July 7, 2020 5:21:20 am
The impact of COVID-19 and the associated policy response is likely to result in an additional Rs 1,67,000 crore of debt from the top 500 debt-heavy private sector borrowers turning delinquent between FY21 and FY22, a rating agency said. In the worst-case scenario, corporate stress could increase further by Rs 1.68 lakh crore.
“This is over and above the Rs 2,54,000 crore anticipated prior to the onset of pandemic, taking the cumulative quantum to Rs 421,000 crore,” India Ratings and Research (Ind-Ra) said in a report. This constitutes 6.63 per cent of the total debt (previous estimate: 4 per cent). Given that 11.57 per cent of the outstanding debt is already stressed, the proportion of stressed debt is likely to increase to 18.21 per cent of the outstanding quantum. The corresponding credit cost is expected to be 3.57 per cent of the total debt, Ind-Ra said.
The agency said in a scenario wherein funding markets continue to exhibit heightened risk aversion, corporate stress could increase further by Rs 1.68 lakh crore, resulting in Rs 5.89 lakh crore of the corporate debt (9.27 per cent of the total debt) becoming stressed in FY21-FY22. The resultant credit cost could be higher at 4.82 per cent of the outstanding book. Consequently, 20.84 per cent of the outstanding debt could be under stress in the agency’s stress case scenario, it said.
Although further revisions in the FY21 GDP growth expectations by itself may not lead to a change in stress estimates, the risk of a significantly prolonged recovery in the economic activity through FY22 and a larger-than-anticipated dent on demand could even result in stresses surpassing the agency’s stress-case estimates. The progression of the pandemic, the policy response and its impact on economic growth, the actual build-up of stress could result in higher default rates and credit costs — in line with the peak levels experienced in the last decade, it said.

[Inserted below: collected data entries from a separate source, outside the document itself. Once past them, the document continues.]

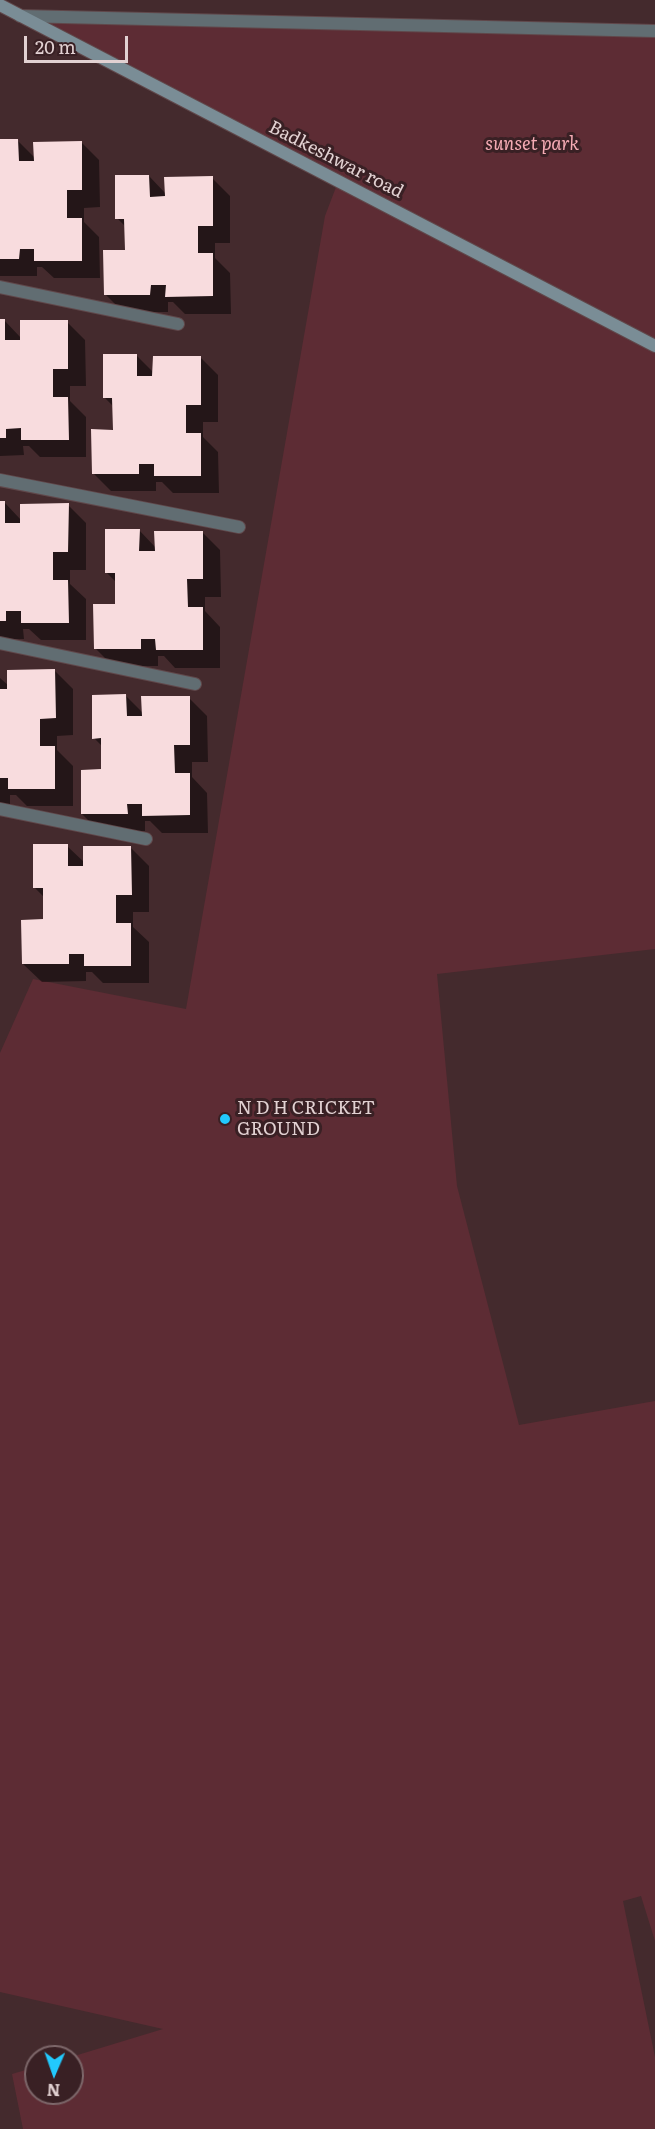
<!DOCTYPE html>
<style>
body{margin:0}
#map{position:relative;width:655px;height:2129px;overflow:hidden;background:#442a2d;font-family:Literata,serif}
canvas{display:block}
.north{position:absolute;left:24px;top:2045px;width:60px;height:60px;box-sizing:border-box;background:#392024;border:2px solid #7d676a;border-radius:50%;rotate:182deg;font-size:16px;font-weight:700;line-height:24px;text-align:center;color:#e2d1d2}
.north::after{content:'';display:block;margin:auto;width:21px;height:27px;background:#22c9fd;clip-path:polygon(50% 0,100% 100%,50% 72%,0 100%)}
.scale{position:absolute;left:24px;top:36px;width:104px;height:27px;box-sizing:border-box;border:3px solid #e2d1d2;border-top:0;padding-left:8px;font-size:18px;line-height:21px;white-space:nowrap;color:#e2d1d2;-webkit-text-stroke:4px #392024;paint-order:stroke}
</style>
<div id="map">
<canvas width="655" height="2129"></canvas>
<div class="north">N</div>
<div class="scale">20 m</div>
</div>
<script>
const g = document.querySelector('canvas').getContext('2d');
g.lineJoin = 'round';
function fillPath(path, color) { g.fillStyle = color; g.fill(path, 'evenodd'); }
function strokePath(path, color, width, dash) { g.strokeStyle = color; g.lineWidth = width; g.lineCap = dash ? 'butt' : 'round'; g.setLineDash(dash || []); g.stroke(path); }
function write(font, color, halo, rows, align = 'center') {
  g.font = font + ' Literata,serif'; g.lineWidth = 6; g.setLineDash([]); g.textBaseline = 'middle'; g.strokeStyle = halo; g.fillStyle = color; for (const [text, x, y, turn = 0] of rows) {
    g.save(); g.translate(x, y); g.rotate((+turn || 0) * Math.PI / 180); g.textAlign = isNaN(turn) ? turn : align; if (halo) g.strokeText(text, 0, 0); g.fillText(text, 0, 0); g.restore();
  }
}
const green = new Path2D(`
 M 20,16 L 655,24 L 655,949 L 437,974 L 457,1186 L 519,1425 L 655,1401 L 655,1941 L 641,1896 L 623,1901 L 655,2057 L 655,2129 L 23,2129 L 12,2074 L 36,2067 L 36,2093 L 72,2093 L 71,2057 L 163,2029 L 0,1992 L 0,1053 L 33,979 L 186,1009 L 325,216 L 338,182 Z`);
const shadow = new Path2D(`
 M 0,141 L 18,141 L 35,158 L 81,142 L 99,160 L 100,207 L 84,208 L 84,222 L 99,237 L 100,278 L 54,278 L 42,267 L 37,267 L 37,276 L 0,276 Z
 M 149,176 L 166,194 L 212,178 L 230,196 L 230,243 L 215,243 L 215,258 L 230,273 L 231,314 L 185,314 L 173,302 L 168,302 L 168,312 L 123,312 L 105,294 L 126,252 L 126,227 L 117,218 Z
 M 0,320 L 4,320 L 21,338 L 67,322 L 85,340 L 86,386 L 70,386 L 70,401 L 86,417 L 86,457 L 40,457 L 29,446 L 23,446 L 24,455 L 0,456 Z
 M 137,356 L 154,373 L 200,357 L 218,375 L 218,422 L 203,422 L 203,437 L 218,452 L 219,493 L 173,493 L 162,482 L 156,482 L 156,491 L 111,491 L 93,473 L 114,431 L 114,407 L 105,398 Z
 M 0,503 L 5,503 L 21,520 L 68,505 L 86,523 L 86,570 L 70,570 L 70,584 L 86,599 L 86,640 L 41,640 L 29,629 L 23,629 L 24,639 L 0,639 Z
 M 139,530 L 156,548 L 202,532 L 220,550 L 221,597 L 205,597 L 205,611 L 220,627 L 220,668 L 175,668 L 164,656 L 158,656 L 158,666 L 113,666 L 95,648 L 116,606 L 116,582 L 106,572 Z
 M 55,671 L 73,689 L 73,735 L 57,736 L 57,750 L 73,766 L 73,806 L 27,806 L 16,795 L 10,795 L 10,805 L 0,805 L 0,678 L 9,686 Z
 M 126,696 L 143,713 L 189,698 L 207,716 L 208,762 L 192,762 L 192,777 L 207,793 L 208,833 L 162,833 L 150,821 L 145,821 L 145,831 L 100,832 L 82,814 L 103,771 L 103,747 L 94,738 Z
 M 67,846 L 85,863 L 131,848 L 149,866 L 149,912 L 133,912 L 133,927 L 149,942 L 149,983 L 103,983 L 92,972 L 86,972 L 86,981 L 42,982 L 23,964 L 44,921 L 44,897 L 35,888 Z`);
const building = new Path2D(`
 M 0,139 L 18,139 L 19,161 L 34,161 L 33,142 L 82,141 L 82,190 L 67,190 L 67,218 L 82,218 L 82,261 L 34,261 L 34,249 L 20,249 L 19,259 L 0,259 Z
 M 115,175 L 149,175 L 150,197 L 165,196 L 164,177 L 213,176 L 213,226 L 198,226 L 198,253 L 213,253 L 213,296 L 165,297 L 166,285 L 151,285 L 150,295 L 104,295 L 103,250 L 125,250 L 124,219 L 115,219 Z
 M 0,319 L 5,319 L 5,340 L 20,340 L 20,320 L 68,320 L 68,369 L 53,369 L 53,397 L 68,397 L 69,440 L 21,440 L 21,428 L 6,429 L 6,438 L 0,438 Z
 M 103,354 L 137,354 L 137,376 L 152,376 L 153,356 L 201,356 L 201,405 L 186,405 L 186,433 L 201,433 L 201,476 L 154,476 L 154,464 L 139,464 L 139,474 L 92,474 L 91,429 L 113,430 L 112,398 L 103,398 Z
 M 0,501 L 5,501 L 5,523 L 20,523 L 20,504 L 69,503 L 68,552 L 53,552 L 53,580 L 68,580 L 69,623 L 21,623 L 21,611 L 6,611 L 6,621 L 0,621 Z
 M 105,529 L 140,529 L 139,551 L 155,551 L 154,531 L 203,531 L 203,579 L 187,579 L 188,607 L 203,607 L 203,650 L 156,650 L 155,639 L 141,639 L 141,649 L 94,649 L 93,604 L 115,604 L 115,573 L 105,573 Z
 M 55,669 L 56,718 L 40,719 L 40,746 L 55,746 L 55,789 L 8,789 L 8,778 L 0,778 L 0,689 L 7,689 L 7,670 Z
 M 126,694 L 127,716 L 142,716 L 141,696 L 190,696 L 190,745 L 174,745 L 175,773 L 190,773 L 190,815 L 142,816 L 142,804 L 127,804 L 128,814 L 81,814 L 81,770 L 101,769 L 101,738 L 92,739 L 92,695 Z
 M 33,844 L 68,844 L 68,866 L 83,866 L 83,846 L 131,846 L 132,895 L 116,895 L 116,923 L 131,923 L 131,966 L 84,966 L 84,954 L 69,954 L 69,964 L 22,964 L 21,920 L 43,919 L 43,888 L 33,888 Z`);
const street = new Path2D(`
 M 20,16 L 655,31
 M 0,287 L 178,324
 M 0,480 L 239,527
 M 0,643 L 195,684
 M 0,809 L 146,839`);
const secondary = new Path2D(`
 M 0,5 L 655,346`);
const markers = [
 [225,1119,6,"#22c9fd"]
];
const parkNames = [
 ["sunset park",532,145]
];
const streetNames = [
 ["Badkeshwar road",336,160,27]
];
const poiNames = [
 ["N D H CRICKET",237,1109],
 ["GROUND",237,1130]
];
fillPath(green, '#5d2c34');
fillPath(shadow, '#0007');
fillPath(building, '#f8dcde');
strokePath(street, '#60484b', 14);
strokePath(secondary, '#60484b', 14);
strokePath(street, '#616d72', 12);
strokePath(secondary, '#7a8d96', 12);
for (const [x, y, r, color] of markers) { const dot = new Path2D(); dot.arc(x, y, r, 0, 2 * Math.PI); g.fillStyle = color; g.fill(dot); strokePath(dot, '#392024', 2); }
write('italic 18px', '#f5abb4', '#392024', parkNames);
write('18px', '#e2d1d2', '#392024', streetNames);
write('18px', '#e2d1d2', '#392024', poiNames, 'left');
</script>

Ind-Ra said the tepid corporate capex coupled with muted revenue is likely to restrict credit growth in FY21. However, refinancing pressures will persist and securing timely funding could continue to prove challenging.
“An additional downside risk emanates from the fact that the impact beyond the top 500 debt-heavy private sector corporates could be more severe depending on the access to liquidity, and could even be disproportionately higher,” the agency said. In particular, as economic uncertainties continue to linger, lenders despite adequate liquidity are most likely to deploy their capital at the upper end of the credit curve with a shorter tenure, it said. “Lenders may turn even more selective – weakening the resource mobilisation ability of lower rated issuers in the investment grade, including those rated in the ‘A’ and ‘BBB’ categories.
Consequently, these issuers are at the greatest risk of facing rating transitions in FY21, although the rating sensitivities for various higher rated corporates could also be tested,” Ind-Ra said.
Ind-Ra analysed the degree of vulnerability of the top 500 debt-heavy private sector issuers, after assessing the mix between productive and non-productive assets (i.e. asset quality) held by each issuer along with their refinancing risks. The report buckets issuers in five categories of vulnerability – low, moderate, high, extreme and stressed.